Just a few weeks after Webster was appointed to the PCAOB, however, another controversy erupted when newspapers reported that Webster had served on the board audit committee of U.S. Technologies, a high-technology company being investigated for accounting irregularities. Pitt, whose tenure as SEC Chair had already proven controversial, found himself in an untenable position. One of the claims made by Goldschmid during the rancorous October SEC hearing was that the candidates put forward by Pitt had not been properly vetted. Goldschmid's criticisms seemed prescient, and this, combined with other pressures, led Pitt to announce his resignation from the SEC on election day (November 4, 2002). Webster himself announced his resignation from the PCAOB a week later -– less than three weeks after the PCAOB was set up.

==Constitutional challenge==
In February 2006, the Free Enterprise Fund and Beckstead and Watts, LLP (a small Nevada-based accounting firm) filed a lawsuit in federal court challenging the constitutionality of the PCAOB. According to the lawsuit, the provision of the Sarbanes-Oxley Act establishing the PCAOB violated the "Appointments Clause" of the U.S. Constitution, since PCAOB Board members should be viewed as "officers of the United States" because of the public purposes PCAOB serves, and, as such, must either be appointed by the president of the United States, with the advice and consent of the U.S. Senate, or by the "head" of a "department", whereas PCAOB's board is appointed by the SEC, rather than by the Chairman of the SEC. The lawsuit also challenged the PCAOB as violating the Constitution's separation of powers clause, since the organization has quasi-executive, -legislative and -judicial functions.

On August 22, 2008, the U.S. Court of Appeals for the District of Columbia Circuit upheld the PCAOB as constitutional. The Court found that board members are inferior officers not required to be appointed by the President, and that the President retains sufficient control of the board via the SEC that the board does not violate the separation of powers clause.

The United States Supreme Court granted certiorari on May 18, 2009, to consider three questions:

1. Whether the Sarbanes-Oxley Act of 2002 violates the Constitution's separation of powers by vesting members of the [PCAOB] with far-reaching executive power while completely stripping the President of all authority to appoint or remove those members or otherwise supervise or control their exercise of that power, or whether, as the court of appeals held, the Act is constitutional because Congress can restrict the President's removal authority in any way it "deems best for the public interest."
2. Whether the court of appeals erred in holding that, under the Appointments Clause, PCAOB members are "inferior officers" directed and supervised by the [SEC], where the SEC lacks any authority to supervise those members personally, to remove the members for any policy-related reason or to influence the members' key investigative functions, merely because the SEC may review some of the members' work product.
3. If PCAOB members are inferior officers, whether the Act's provision for their appointment by the SEC violates the Appointments Clause either because the SEC is not a "Department" or because the five commissioners, acting collectively, are not the "Head" of the SEC.

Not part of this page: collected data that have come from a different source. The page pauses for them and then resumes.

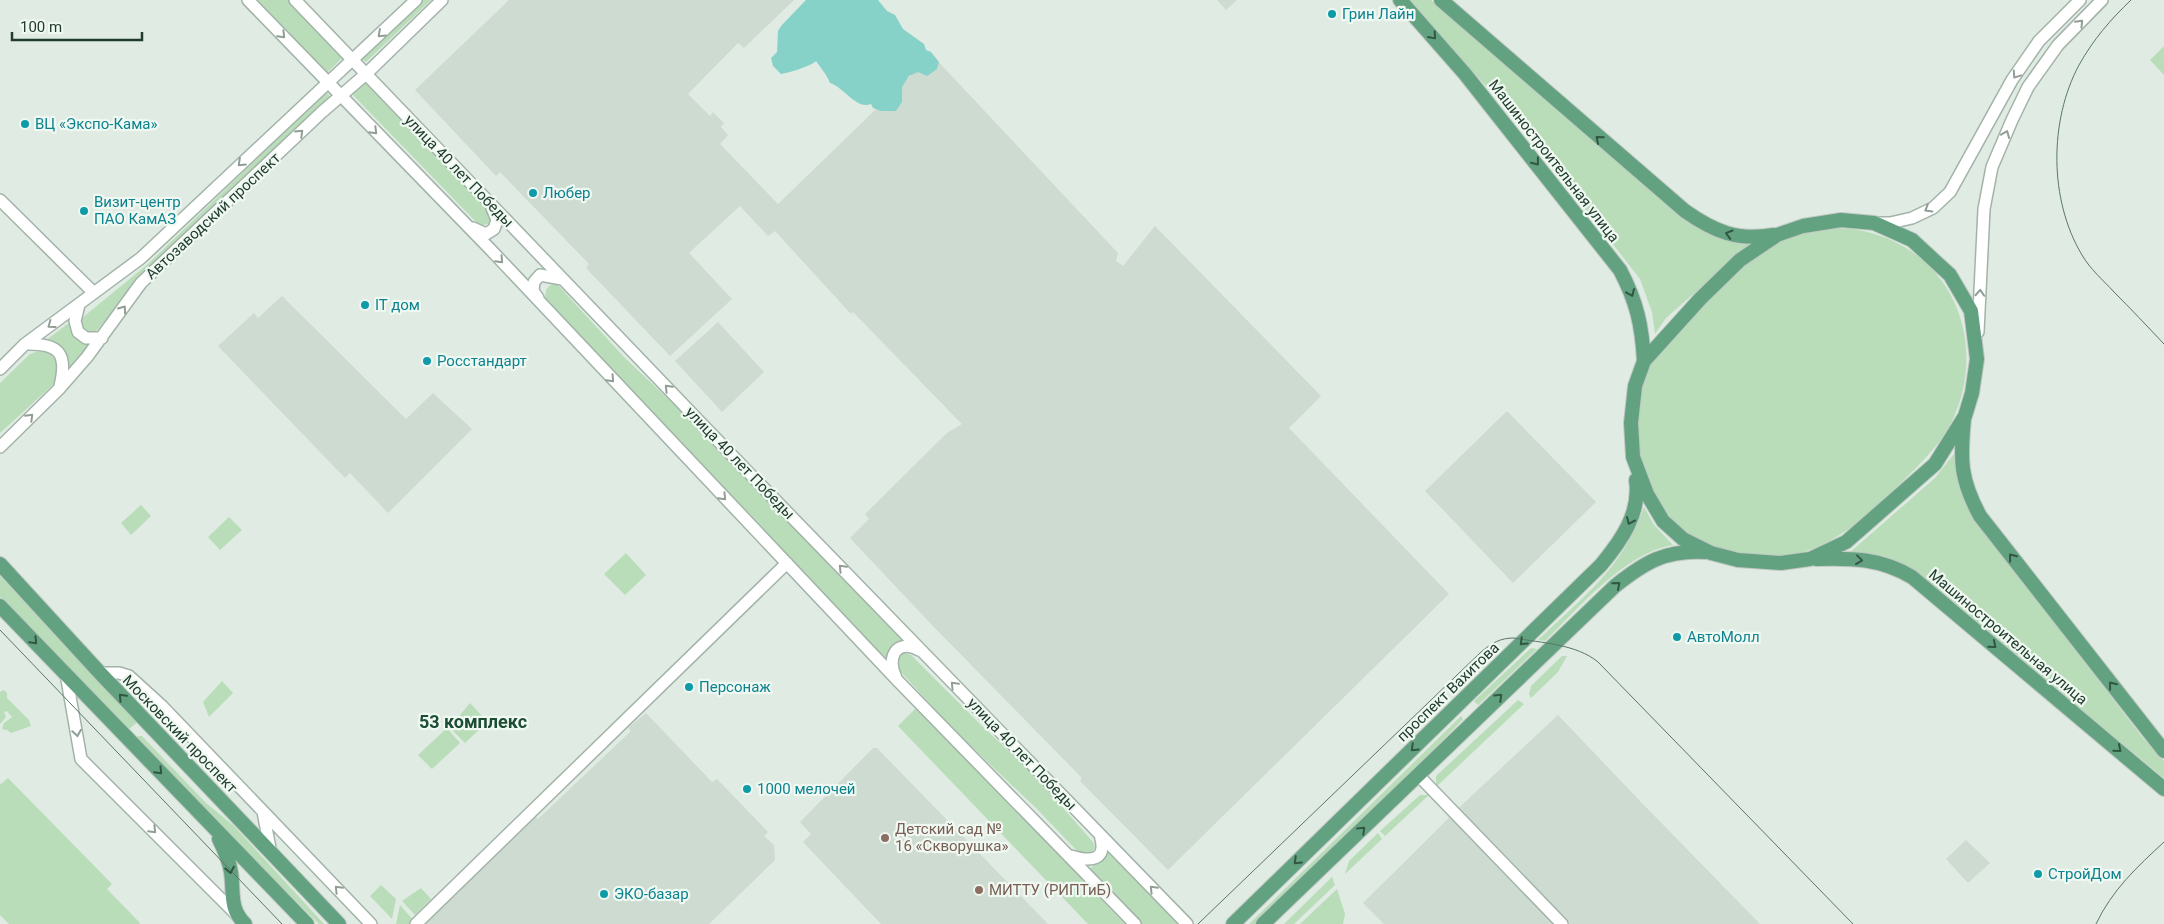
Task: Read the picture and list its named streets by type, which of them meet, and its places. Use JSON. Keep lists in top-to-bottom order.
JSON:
{
  "streets": {
    "main road": ["Машиностроительная улица", "проспект Вахитова", "Московский проспект"],
    "street": ["улица 40 лет Победы", "Автозаводский проспект"]
  },
  "crossings": [
    ["улица 40 лет Победы", "Автозаводский проспект"]
  ],
  "districts": ["53 комплекс"],
  "places": [
    "Грин Лайн",
    "ВЦ «Экспо-Кама»",
    "Любер",
    "Визит-центр ПАО КамАЗ",
    "IT дом",
    "Росстандарт",
    "АвтоМолл",
    "Персонаж",
    "1000 мелочей",
    "Детский сад № 16 «Скворушка»",
    "СтройДом",
    "МИТТУ (РИПТиБ)",
    "ЭКО-базар"
  ],
  "scale_bar": "100 m"
}
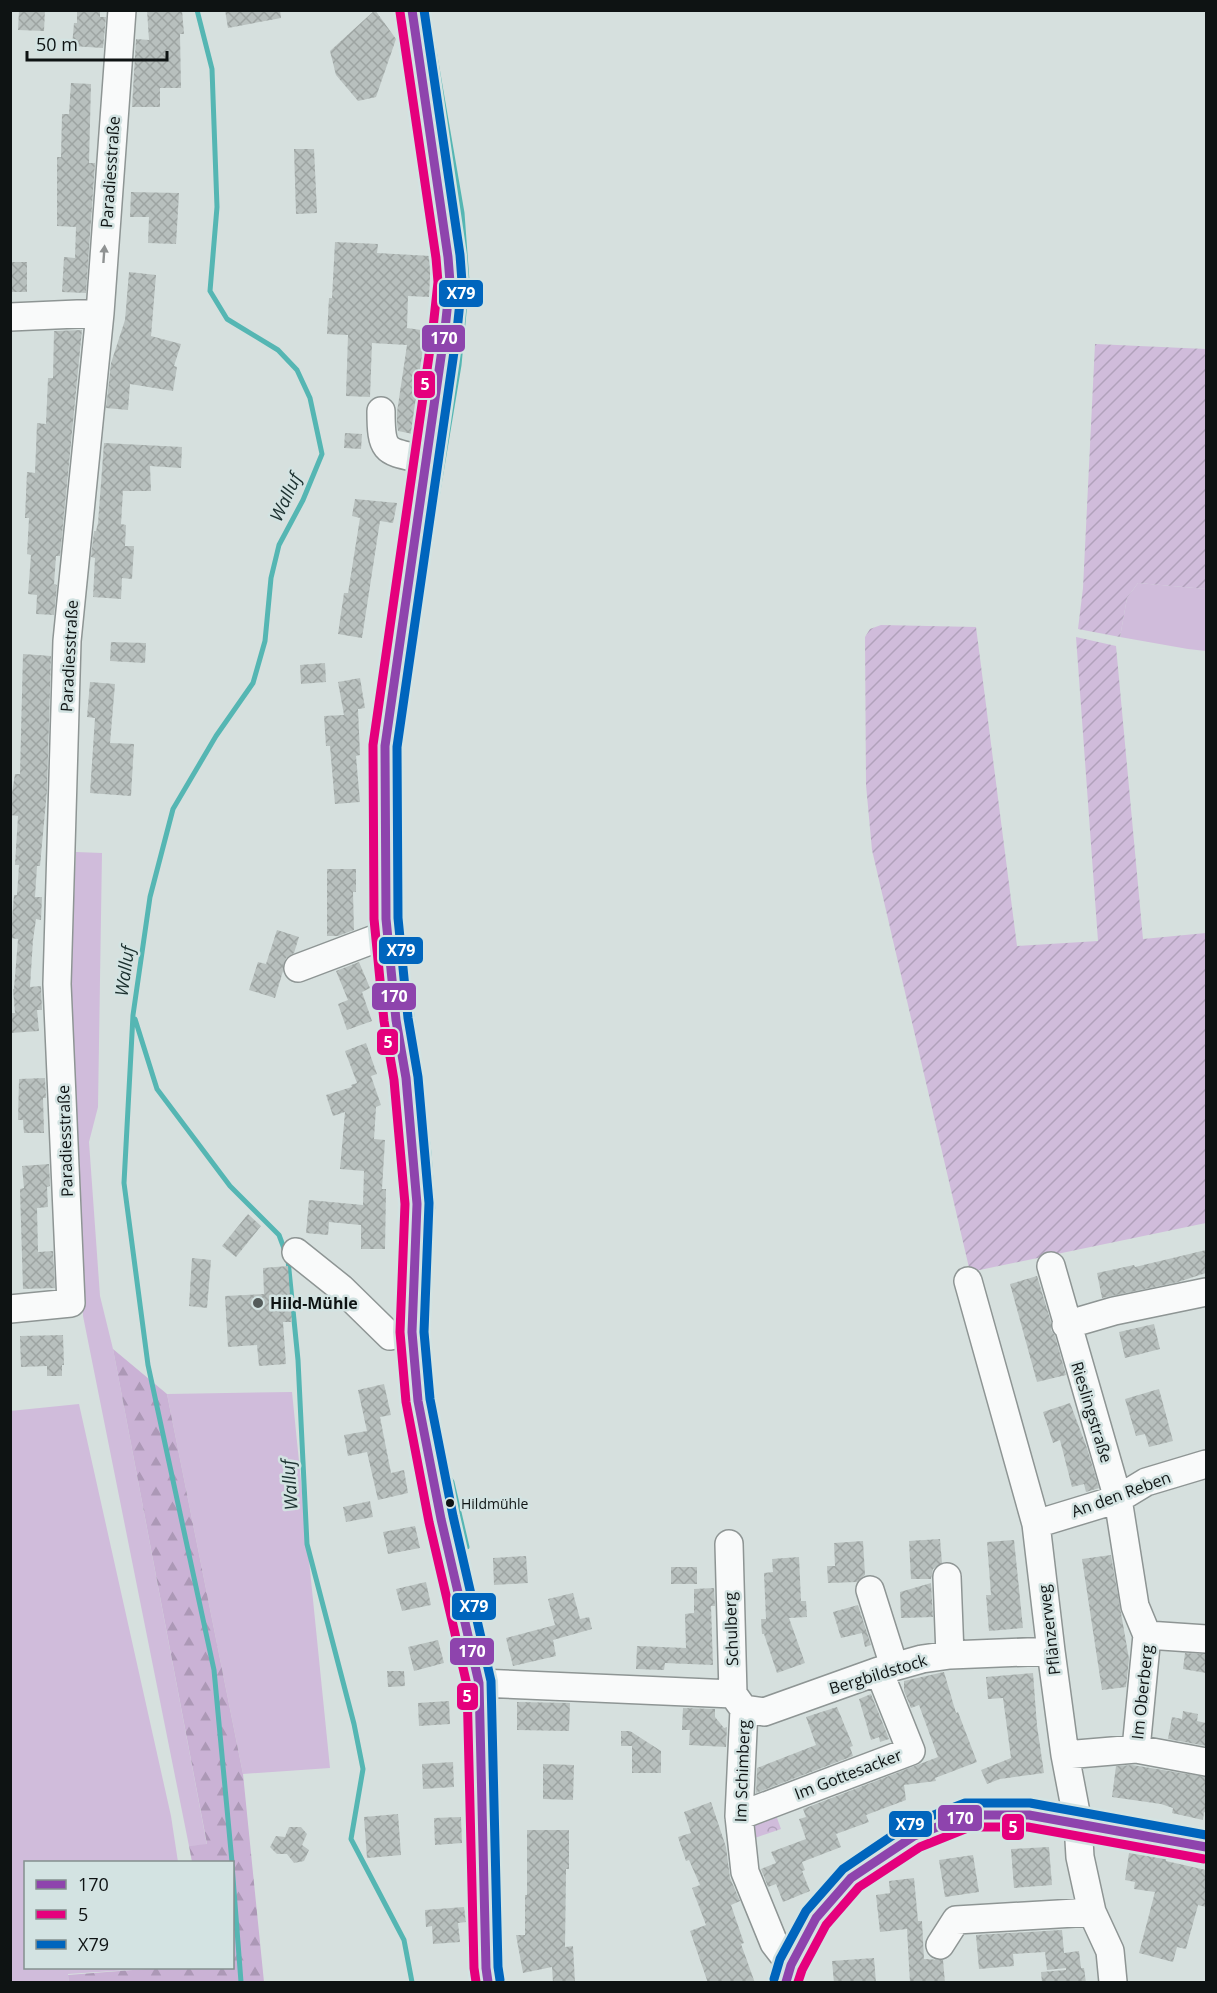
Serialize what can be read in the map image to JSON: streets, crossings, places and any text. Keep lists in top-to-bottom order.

Free Enterprise Fund v. Public Company Accounting Oversight Board was argued on Dec. 7, 2009. In addition to the PCAOB, the United States (represented by Solicitor General Elena Kagan) also appeared as a respondent in the case and argued separately, defending the constitutionality of the Sarbanes-Oxley Act. Thirteen amici, ranging from libertarian think-tanks like the Cato Institute to managers of state public-employee pension funds, filed briefs in the case.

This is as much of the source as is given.